Dos criadores João Moreira, Pedro Santos e João Pombeiro, Busto no Emprego é um história derivada do Programa do Aleixo, conteúdo exibido pela SIC Radical em novembro de 2008. Numa espécie de talk show, esse programa é coapresentado por Busto, personagem fictício personificado por um busto de Napoleão Bonaparte, e que em Busto no Emprego torna-se a figura central da narrativa. Na obra em que aparece pela primeira vez, Programa do Aleixo, Busto é assistente de Bruno Aleixo, personagem de animação digital português.

Além de Busto no Emprego, outras produções também surgiram como spin-offs do Programa do Aleixo, como Aleixo no Hospital, Aleixo no Brasil, Aleixo na Escola e Mister Cimba.

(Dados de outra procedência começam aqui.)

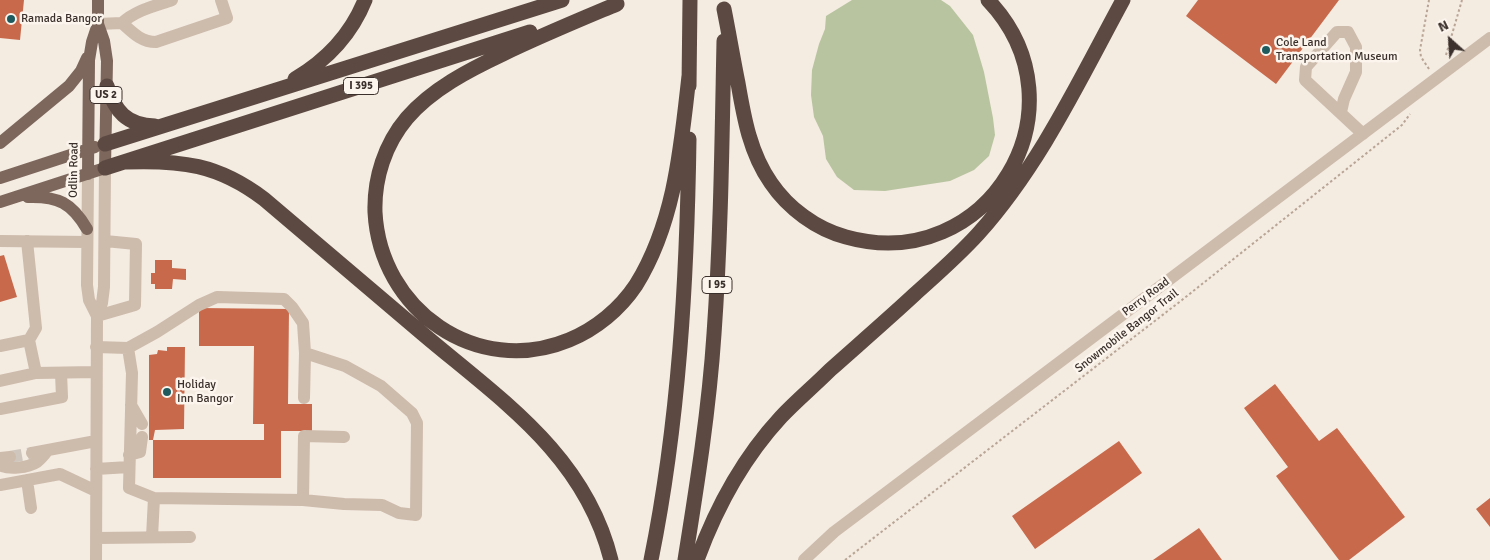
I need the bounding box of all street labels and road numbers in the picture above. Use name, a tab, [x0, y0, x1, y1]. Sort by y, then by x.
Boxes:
road number: I 395	[344, 78, 378, 94]
road number: US 2	[90, 86, 122, 104]
street label: Odlin Road	[66, 142, 82, 198]
street label: Perry Road	[1119, 275, 1173, 319]
road number: I 95	[702, 276, 732, 294]
street label: Snowmobile Bangor Trail	[1072, 286, 1182, 376]

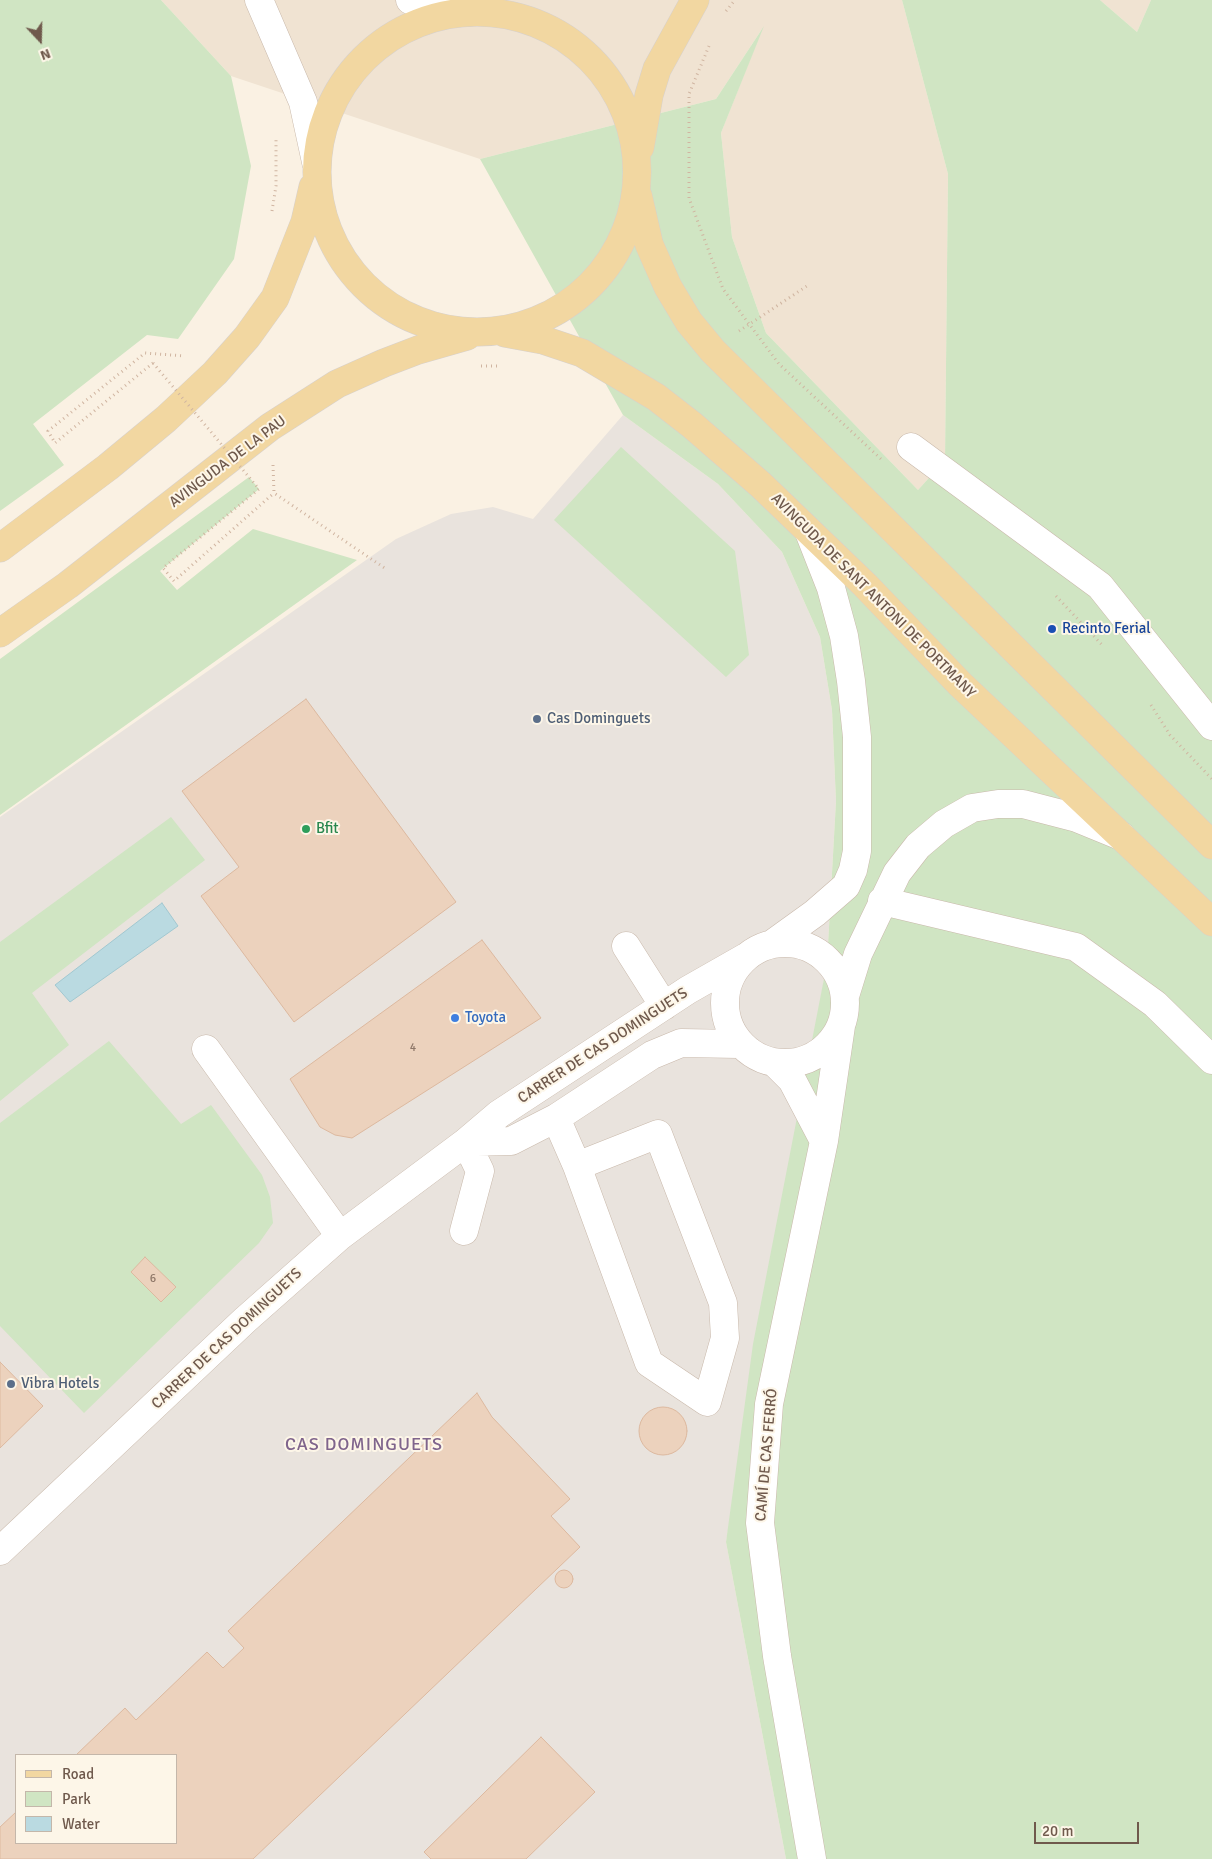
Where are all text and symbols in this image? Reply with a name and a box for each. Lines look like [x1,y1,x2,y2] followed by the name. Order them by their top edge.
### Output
[15,15,65,65] north arrow
[38,45,53,64] text: N
[166,412,290,512] street label: AVINGUDA DE LA PAU
[767,490,979,702] street label: AVINGUDA DE SANT ANTONI DE PORTMANY
[1062,620,1151,638] place label: Recinto Ferial
[1046,623,1058,635] marker: Recinto Ferial
[547,710,651,728] place label: Cas Dominguets
[531,713,543,725] marker: Cas Dominguets
[316,820,339,838] place label: Bfit
[300,823,312,835] marker: Bfit
[515,984,691,1108] street label: CARRER DE CAS DOMINGUETS
[465,1009,506,1027] place label: Toyota
[449,1012,461,1024] marker: Toyota
[410,1041,416,1055] house number: 4
[148,1265,306,1413] street label: CARRER DE CAS DOMINGUETS
[150,1272,156,1286] house number: 6
[21,1375,99,1393] place label: Vibra Hotels
[5,1378,17,1390] marker: Vibra Hotels
[752,1388,782,1522] street label: CAMÍ DE CAS FERRÓ
[283,1434,445,1456] district label: CAS DOMINGUETS
[15,1754,178,1844] legend
[62,1765,94,1783] text: Road
[62,1790,91,1808] text: Park
[1037,1812,1142,1844] scale bar
[62,1815,100,1833] text: Water
[1042,1822,1073,1840] text: 20 m

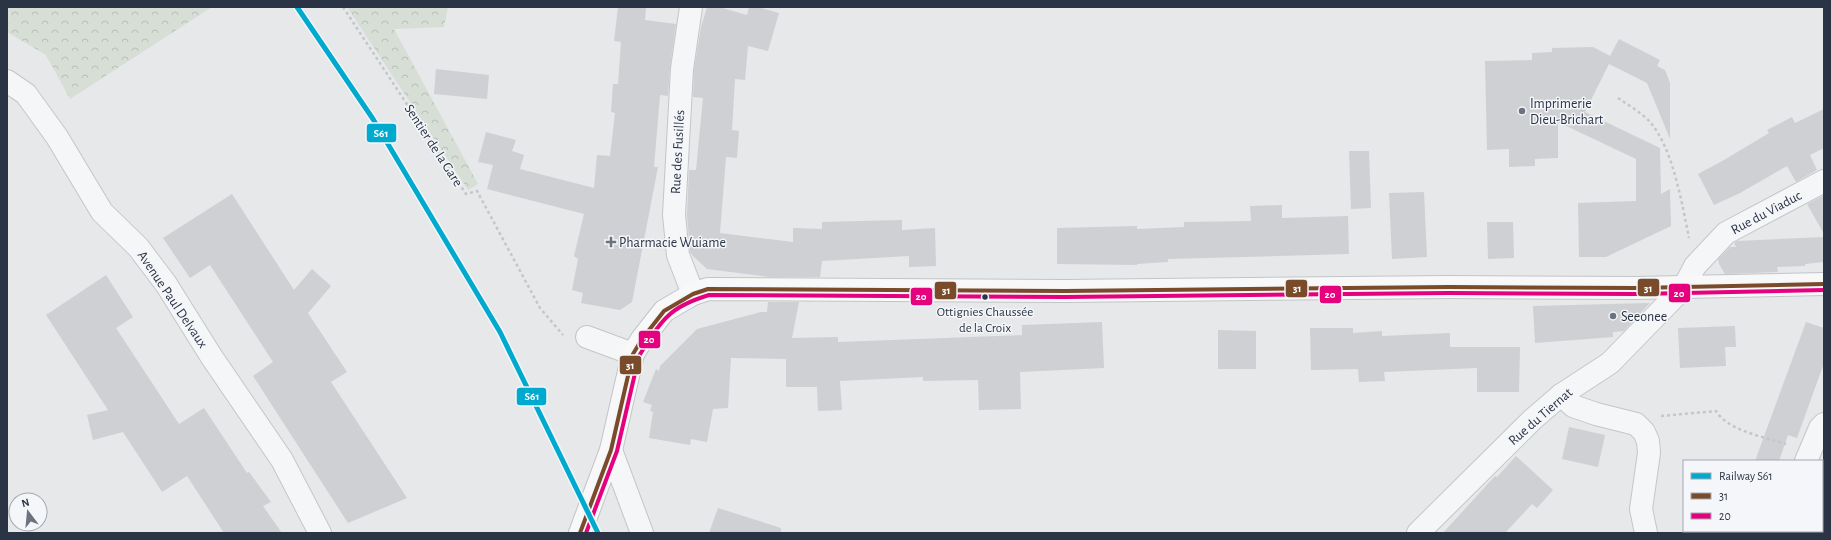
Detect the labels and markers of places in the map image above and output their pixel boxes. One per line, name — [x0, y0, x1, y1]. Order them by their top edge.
place label: Imprimerie Dieu-Brichart — [1530, 97, 1604, 127]
marker: Imprimerie Dieu-Brichart — [1517, 106, 1527, 116]
place label: Pharmacie Wuiame — [619, 236, 726, 250]
marker: Pharmacie Wuiame — [606, 237, 616, 247]
marker: Ottignies Chaussée de la Croix — [980, 292, 990, 302]
place label: Ottignies Chaussée de la Croix — [937, 306, 1033, 335]
place label: Seeonee — [1621, 310, 1667, 324]
marker: Seeonee — [1608, 311, 1618, 321]

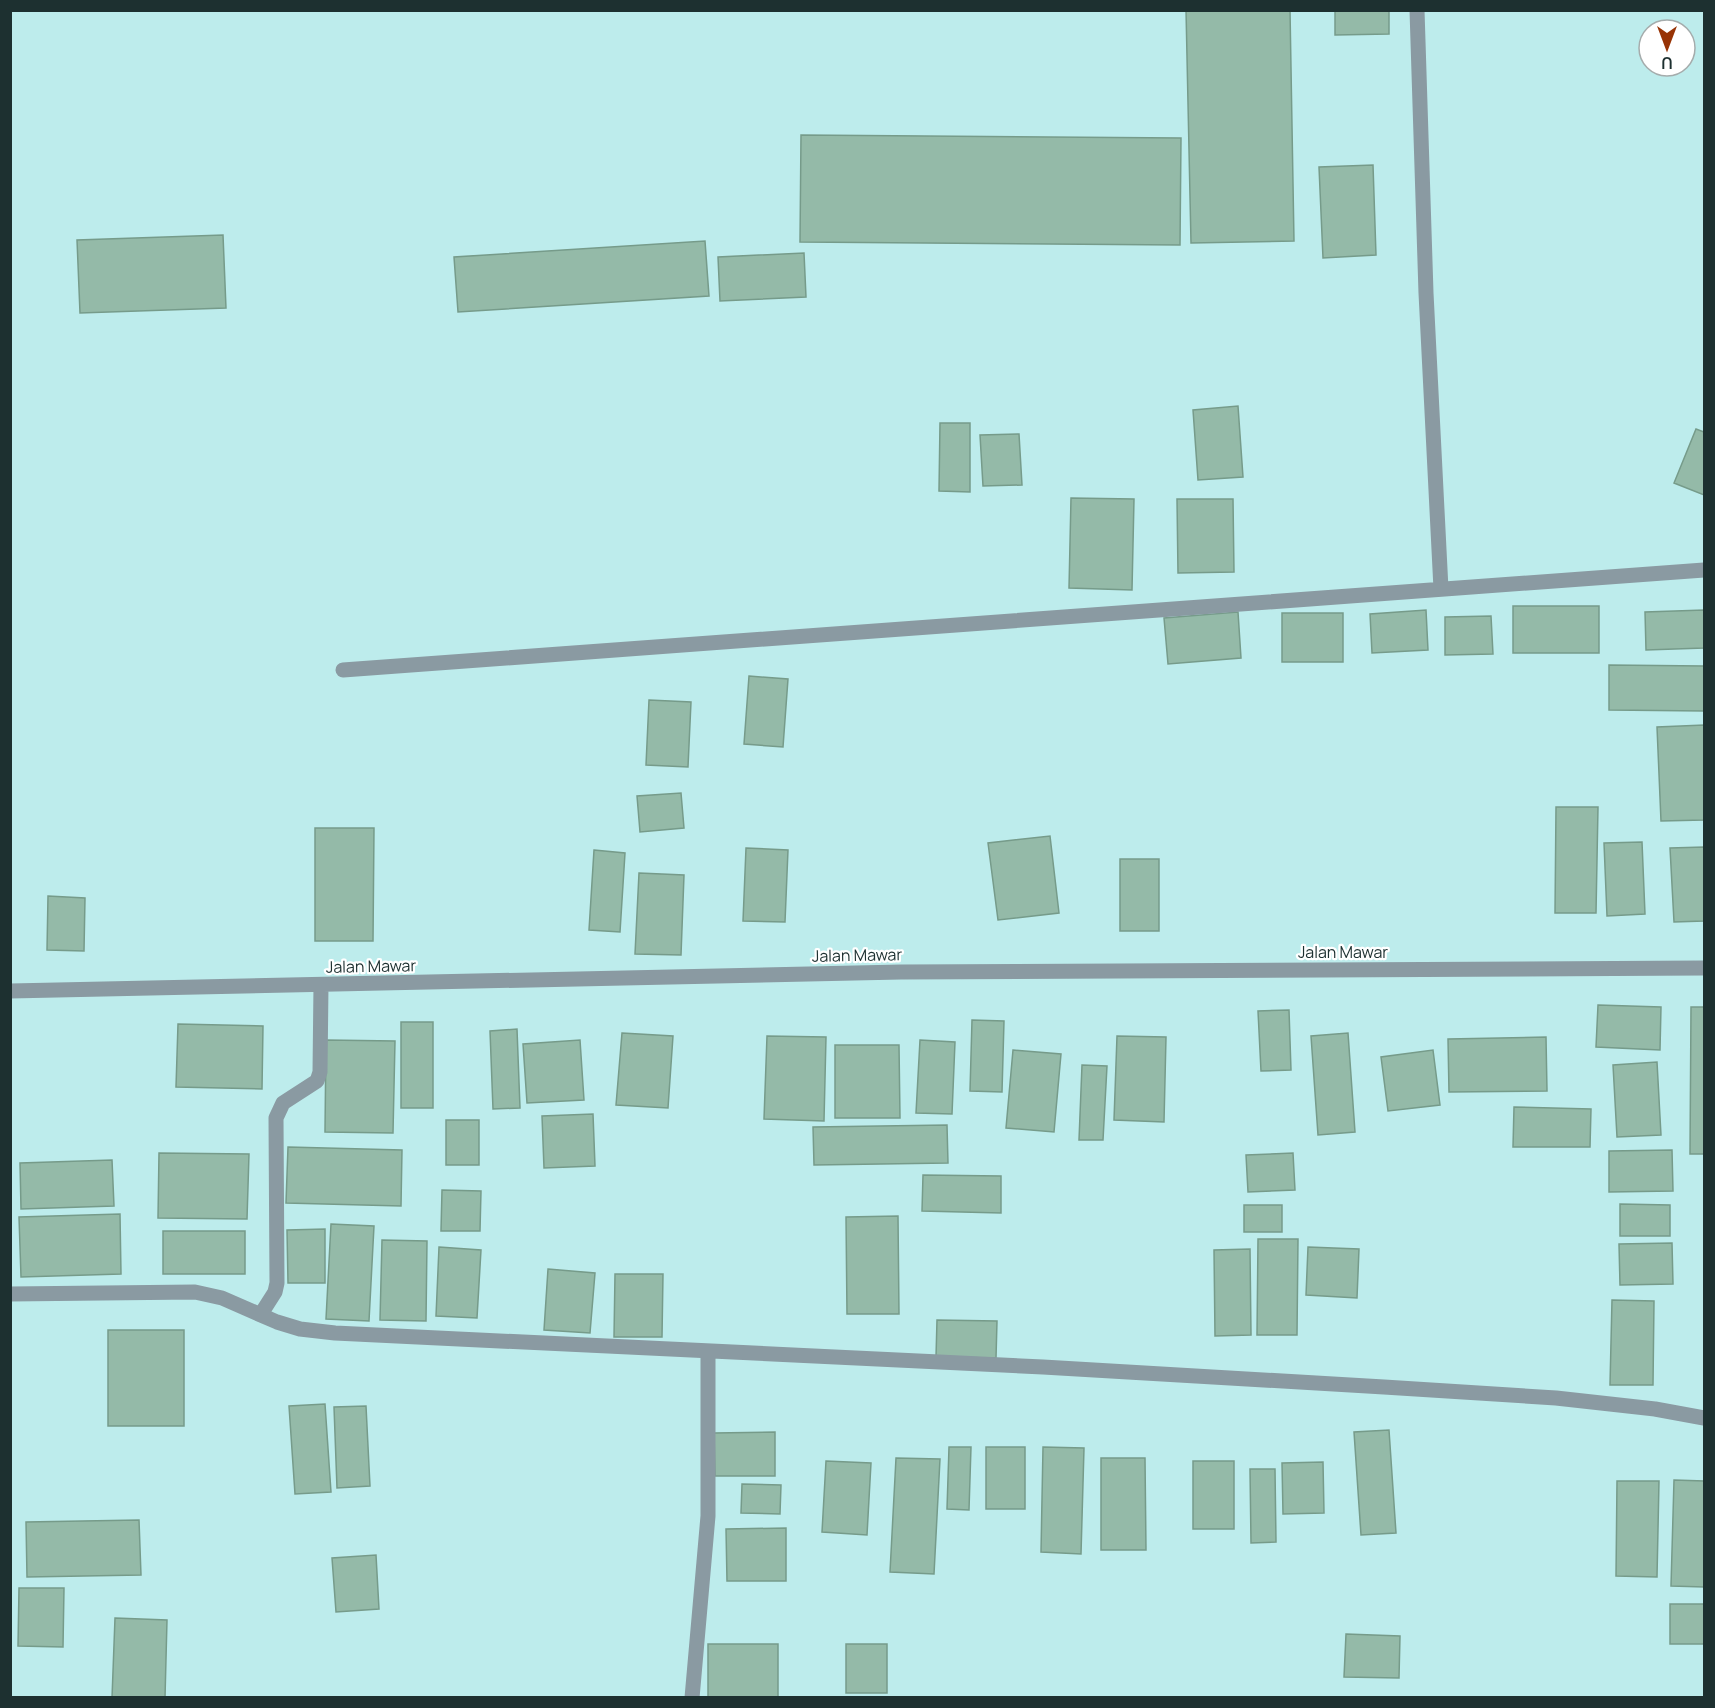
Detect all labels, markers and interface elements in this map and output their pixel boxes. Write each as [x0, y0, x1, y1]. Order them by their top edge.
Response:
north arrow [1637, 18, 1697, 78]
text: U [1661, 52, 1673, 74]
street label: Jalan Mawar [1298, 941, 1388, 963]
street label: Jalan Mawar [812, 943, 902, 967]
street label: Jalan Mawar [326, 954, 416, 978]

Uma produção GANA (Guionistas e Argumentistas Não-Alinhados), Busto no Emprego aborda o dia a dia de um homem num dos seus trabalhos, como atendente de call center.

Situações que ocorrem comumente aos profissionais que trabalham em centrais de atendimento, como perguntas de clientes que nada têm relação com a empresa para a qual eles ligaram, distração no trabalho, embates com o chefe, ou relações pessoais com colegas de profissão, e as respectivas soluções dadas pelo personagem Busto, são o foco da produção de 2009, que em fevereiro de 2010 também passou a ser exibida na SIC Radical.

Com sete episódios de aproximadamente 4 minutos cada, a série está disponível no site da produtora, e possui as mesmas escolhas estéticas do universo a que pertence, o universo do Bruno Aleixo. Nesta produção, que é uma extensão do Programa do Aleixo, há a ampliação dos horizontes narrativos do espectador ao dar a conhecer um pouco mais da vida de Busto, aqui personagem protagonista.

Como nas outras produções, a linguagem característica do universo é bastante simples devido ao software de animação que utiliza. Com relação aos códigos visuais, do plano da expressão, as imagens são poucas e estáticas, e o ponto de vista é objetivo. O cenário é na maior parte do tempo a grande sala em que Busto e outros atendentes trabalham, com predominância da cor branca, mesma cor do personagem principal. O ângulo é quase o tempo todo normal (visão frontal), a iluminação é naturalista e o plano médio é o principal. Nesta série não há a presença de personagens humanos, e a maioria dos personagens que aparecem já são conhecidos do espectador do universo Aleixo devido às outras produções.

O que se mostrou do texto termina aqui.